Ici on se rend compte que l’un des soucis principaux de Kabakov n’est pas la seule production d’images artistique mais bel et bien de tenir un discours sur le monde qui l’environne au moyen de récits dont les formes peuvent grandement différer. Il est question ici aussi de sa situation personnelle. Ainsi Jean-Hubert Martin précise à propos du sujet du tableau Admise ! [Proverena], que « la mère de l’artiste, bien que n’appartenant pas au parti, a été soumise à une épreuve de ce type101 ». Une nouvelle fois, Ilya Kabakov s’est occupé de recueillir métaphoriquement et plastiquement, par tous les moyens, faisant flèche de tout bois, une sorte de parole intérieure presque inaudible, silence assourdissant qui s’opposerait encore une fois à une parole publique autoritaire, injonctive, conative forte « sur le papier » mais absurde et objets de haussements d’épaules dans la rue : on se demande bien pourquoi ce tableau a reçu le prix de la Première exposition agricole de l’U.R.S.S. et de l’Exposition industrielle.

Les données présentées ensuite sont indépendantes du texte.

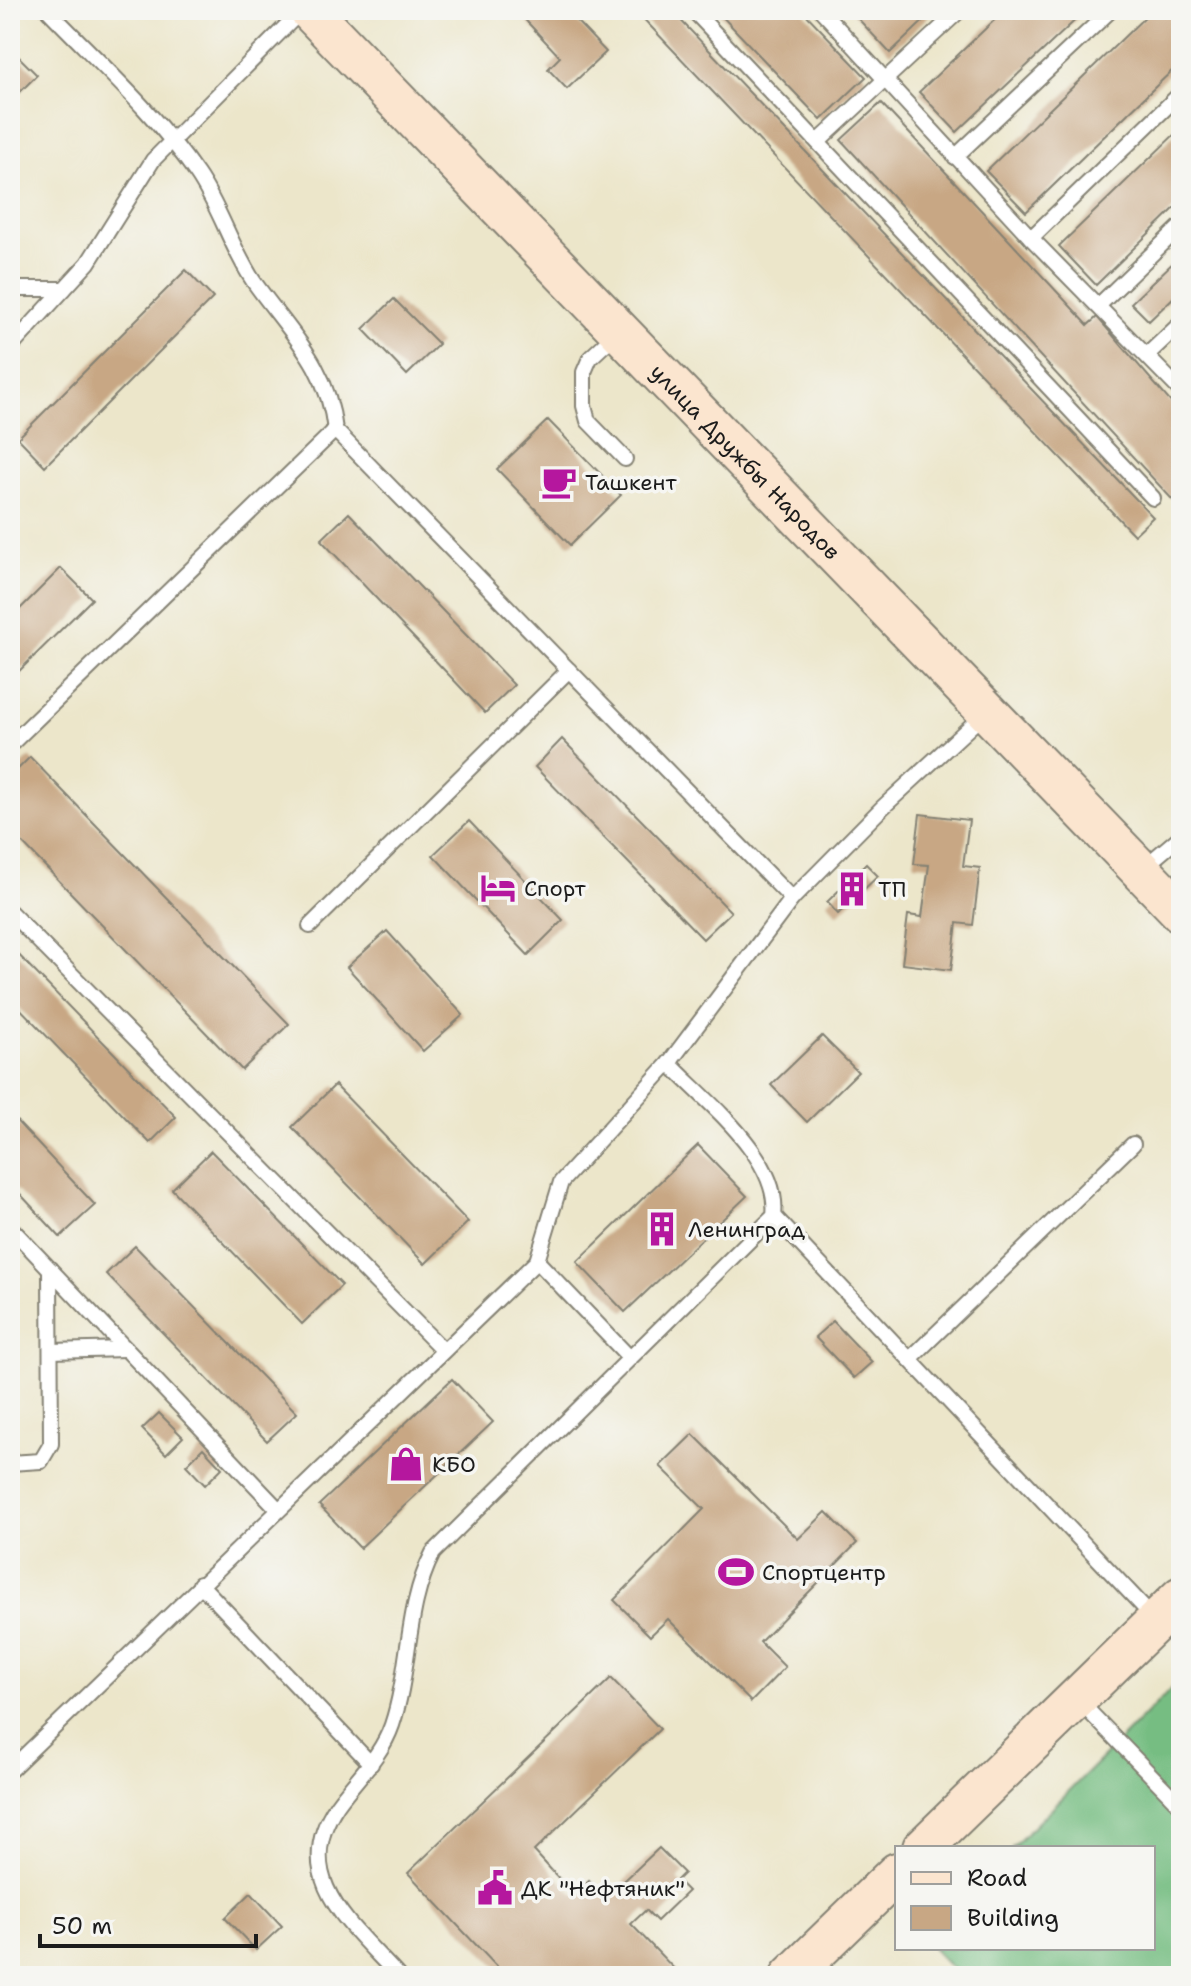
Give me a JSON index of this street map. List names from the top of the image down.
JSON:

Kabakov a repris l’ensemble du document sans doute fasciné par le caractère « grand style » du tableau primé puis oublié et la force didactique qu’il pouvait acquérir accompagné, légendé, par un texte qui accentue la volonté d’apporter une valeur d’exemple et d’explicitation.

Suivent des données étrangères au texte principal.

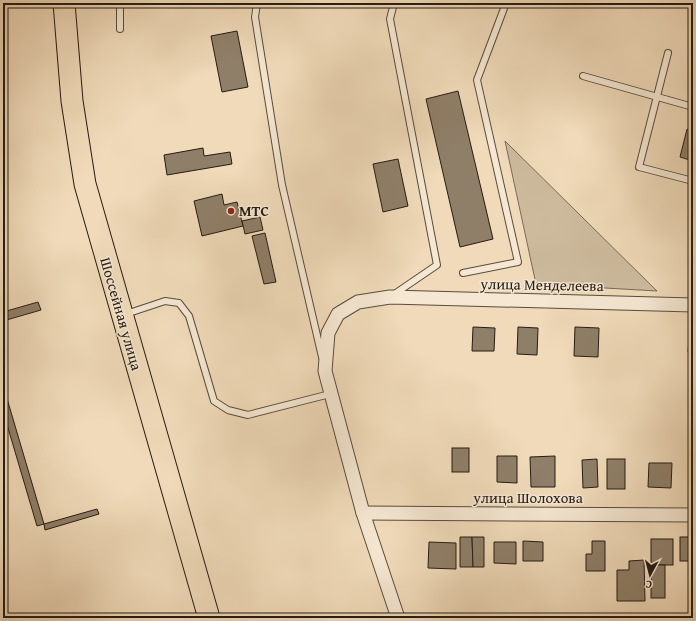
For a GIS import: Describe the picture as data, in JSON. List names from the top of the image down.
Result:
{
  "streets": {
    "highway": ["Шоссейная улица"],
    "street": ["улица Менделеева", "улица Шолохова"]
  },
  "crossings": [
    ["улица Менделеева", "улица Шолохова"]
  ],
  "places": ["МТС"],
  "north": "bottom"
}
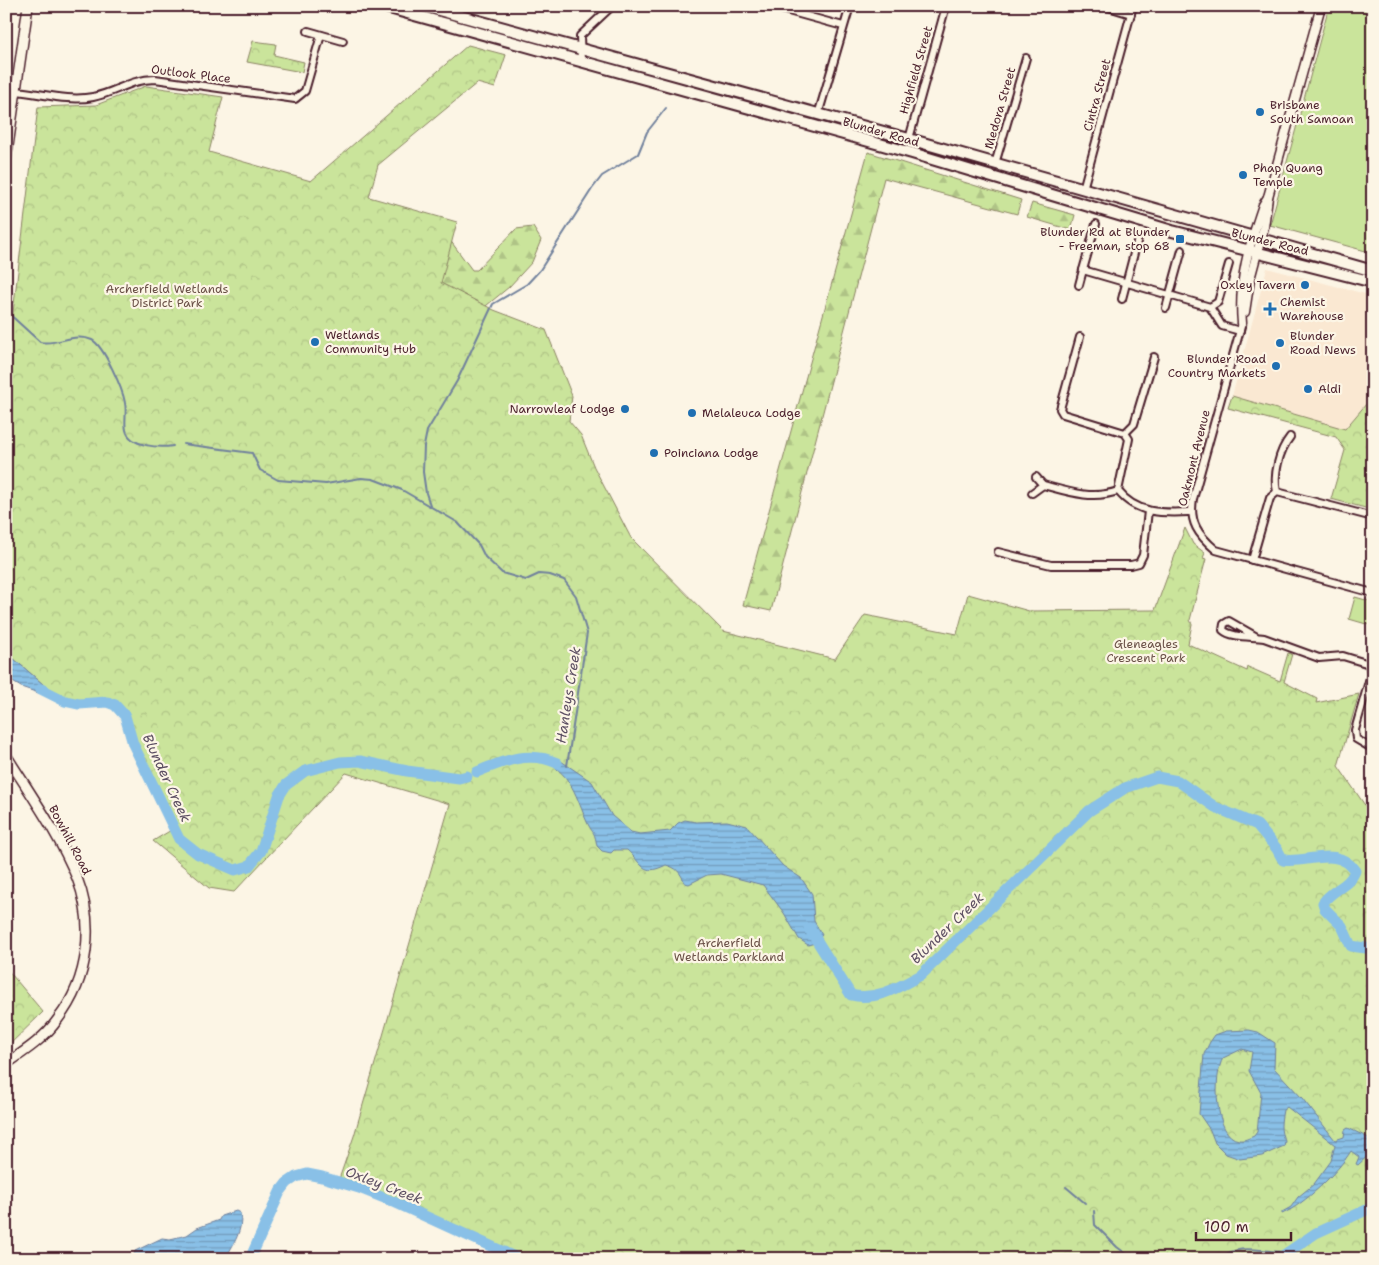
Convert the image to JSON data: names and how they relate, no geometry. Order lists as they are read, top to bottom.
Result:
{
  "streets": {
    "main road": ["Blunder Road", "Bowhill Road"],
    "street": [
      "Highfield Street",
      "Outlook Place",
      "Cintra Street",
      "Medora Street",
      "Oakmont Avenue"
    ]
  },
  "crossings": [
    ["Highfield Street", "Blunder Road"],
    ["Cintra Street", "Blunder Road"],
    ["Medora Street", "Blunder Road"],
    ["Blunder Road", "Oakmont Avenue"]
  ],
  "water": ["Hanleys Creek", "Blunder Creek", "Oxley Creek"],
  "parks": ["Archerfield Wetlands District Park", "Gleneagles Crescent Park", "Archerfield Wetlands Parkland"],
  "places": {
    "other": [
      "Brisbane South Samoan",
      "Phap Quang Temple",
      "Oxley Tavern",
      "Wetlands Community Hub",
      "Blunder Road News",
      "Blunder Road Country Markets",
      "Aldi",
      "Narrowleaf Lodge",
      "Melaleuca Lodge",
      "Poinciana Lodge"
    ],
    "transit": ["Blunder Rd at Blunder - Freeman, stop 68"],
    "health": ["Chemist Warehouse"]
  },
  "scale_bar": "100 m"
}
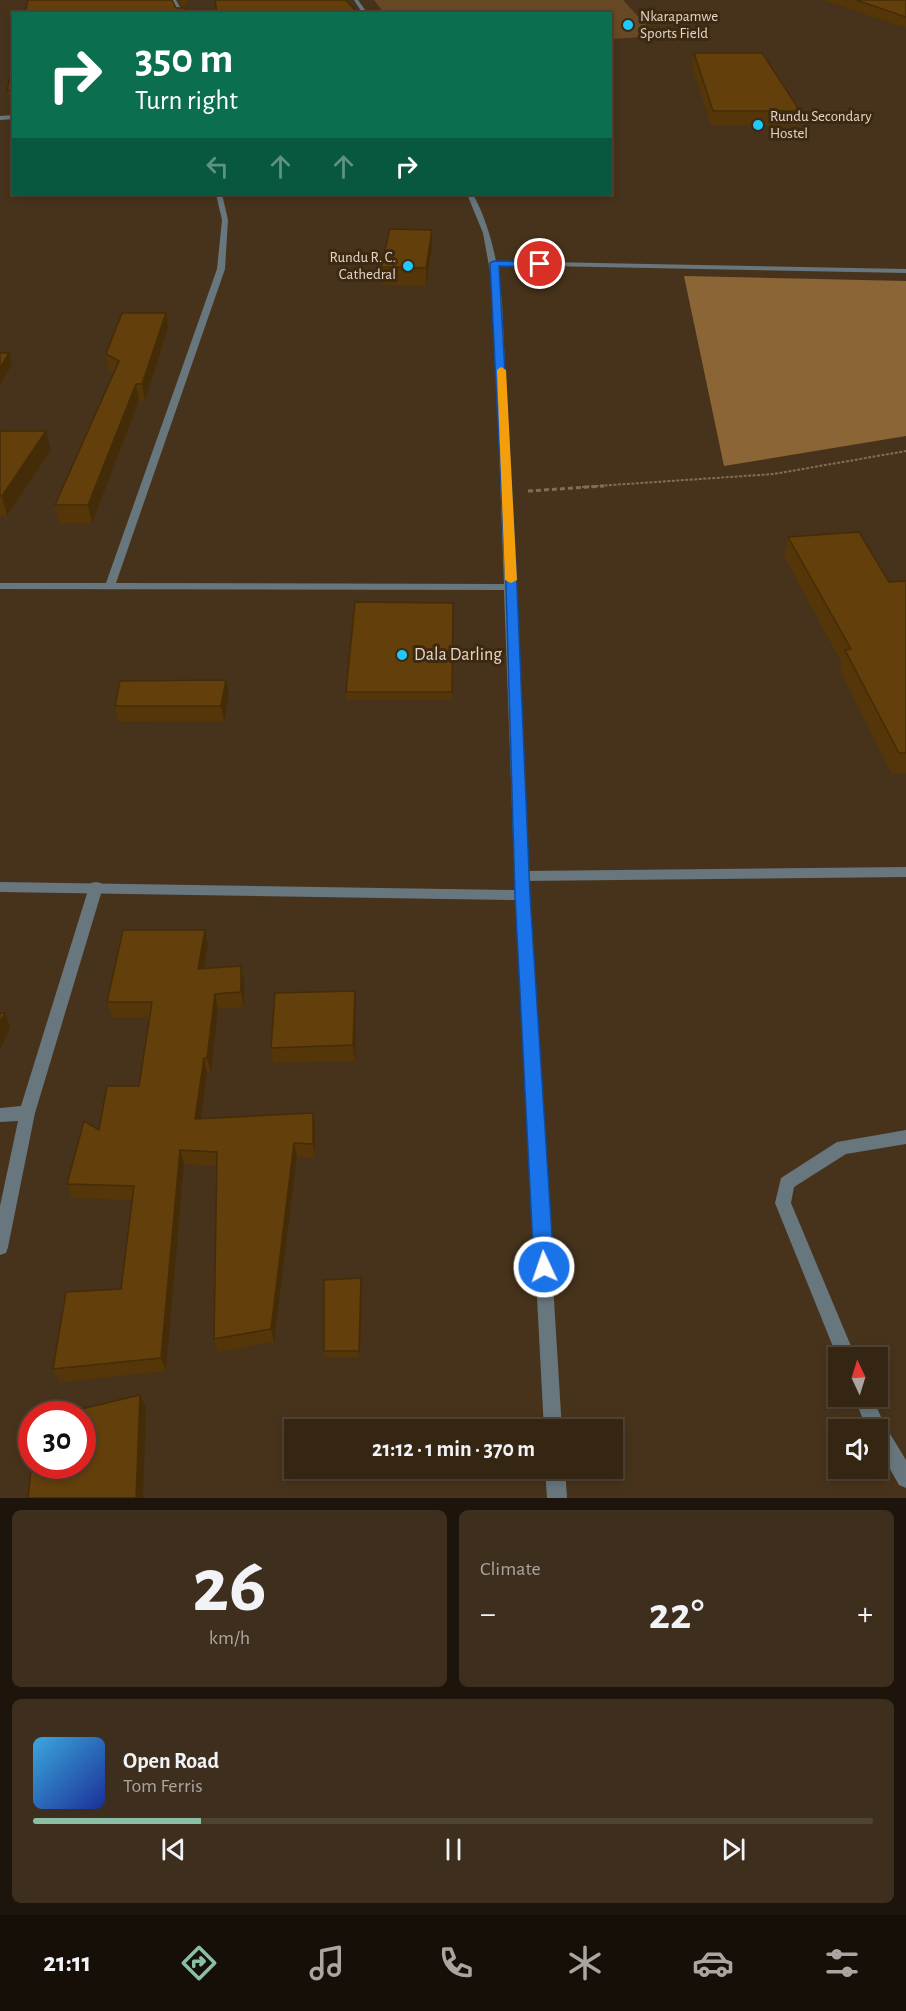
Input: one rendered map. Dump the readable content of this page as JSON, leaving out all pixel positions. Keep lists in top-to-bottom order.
{
  "places": [
    "Nkarapamwe Sports Field",
    "Rundu Secondary Hostel",
    "Rundu R. C. Cathedral",
    "Dala Darling"
  ],
  "north": "top",
  "page": {
    "turn": ["350 m", "Turn right"],
    "limit": "30",
    "trip": "21:12 · 1 min · 370 m",
    "tile": [
      ["26", "km/h"],
      "Climate"
    ],
    "heat": ["−", "22°", "+"],
    "song": ["Open Road", "Tom Ferris"],
    "tabs": "21:11"
  }
}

On voit que même s’il fait appel à des techniques mettant en jeu son savoir-faire personnel, comme c’est la cas dans Admise ! [ Proverena!], un objet peinture de type « tableau » exposé par Kabakov semble toujours être un objet d’affichage ou d’information prélevé dans le monde plutôt que d’être un objet d’art traditionnel. Aussi comprend-on son intérêt pour le document, pour l’objet rapporté, qui comme le ready-made de Marcel Duchamp interroge le statut de l’objet d’art et pose la question : qu’est-ce qu’une œuvre d’art ? Cette question se trouve dans les pièces picturales de son œuvre et se développe ensuite dans les installations dont nous allons parler maintenant et qui

100 Ilya Kabakov, Yuri Kuper, 52 dialoga na kommunal'noj kuxne / 52 entretiens dans la cuisine

communautaire, op. cit., p. 135.

constituent peut-être la forme la plus sensible du travail de Kabakov. Les installations illustrent pleinement son projet « d’œuvre d’art totale » en occupant la totalité de l’espace d’exposition.

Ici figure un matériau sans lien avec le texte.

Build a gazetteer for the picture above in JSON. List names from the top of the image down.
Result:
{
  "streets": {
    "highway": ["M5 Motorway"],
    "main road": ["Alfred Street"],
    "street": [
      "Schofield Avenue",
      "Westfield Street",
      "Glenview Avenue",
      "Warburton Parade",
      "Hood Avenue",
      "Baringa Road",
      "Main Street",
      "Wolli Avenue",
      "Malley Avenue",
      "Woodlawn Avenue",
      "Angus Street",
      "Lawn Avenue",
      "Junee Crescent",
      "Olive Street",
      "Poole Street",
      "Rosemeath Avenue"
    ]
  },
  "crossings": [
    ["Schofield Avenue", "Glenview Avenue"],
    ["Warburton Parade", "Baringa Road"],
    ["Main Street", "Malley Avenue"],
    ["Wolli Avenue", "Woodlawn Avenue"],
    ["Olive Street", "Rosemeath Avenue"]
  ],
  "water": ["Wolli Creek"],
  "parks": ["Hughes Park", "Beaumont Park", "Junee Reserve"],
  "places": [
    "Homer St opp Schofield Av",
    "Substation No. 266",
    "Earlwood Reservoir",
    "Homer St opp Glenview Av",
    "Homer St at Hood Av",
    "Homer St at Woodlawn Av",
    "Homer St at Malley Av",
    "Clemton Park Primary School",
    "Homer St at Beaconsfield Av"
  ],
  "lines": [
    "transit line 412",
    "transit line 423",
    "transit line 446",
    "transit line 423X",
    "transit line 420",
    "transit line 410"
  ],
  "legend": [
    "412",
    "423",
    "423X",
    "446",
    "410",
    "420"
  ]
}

D – Partie 4 - Les albums et les installations

Nous verrons au cours de ce chapitre comment Ilya Kabakov introduit progressivement une part de théâtralité dans son travail. Cette théâtralité transforme ses œuvres en véritables récits visuels qui prennent vie, d’abord, à travers l’art du dessin. Au début des années 1970 en effet, Ilya Kabakov se met à rassembler des dessins en constituant des « albums », conçus pour élaborer des récits graphiques à la fois philosophiques et psychologiques. L’artiste « lit » et présente ensuite ces albums dans son atelier face à un public réduit. Les albums, dont nous verrons le détail dans une première partie du chapitre, constituent de véritables représentations artistiques théâtrales ou « performances » ainsi qu’un premier pas au début des années 1970 vers les « installations », cette forme d’expression artistique ou se mêlent sous une forme également théâtrale paroles, objets, images, textes et sons par laquelle Kabakov parviendra, dans les années 1980, à mener son art à sa pleine puissance et à son paroxysme. Nous aborderons quelques unes de ces installations dans un deuxième temps.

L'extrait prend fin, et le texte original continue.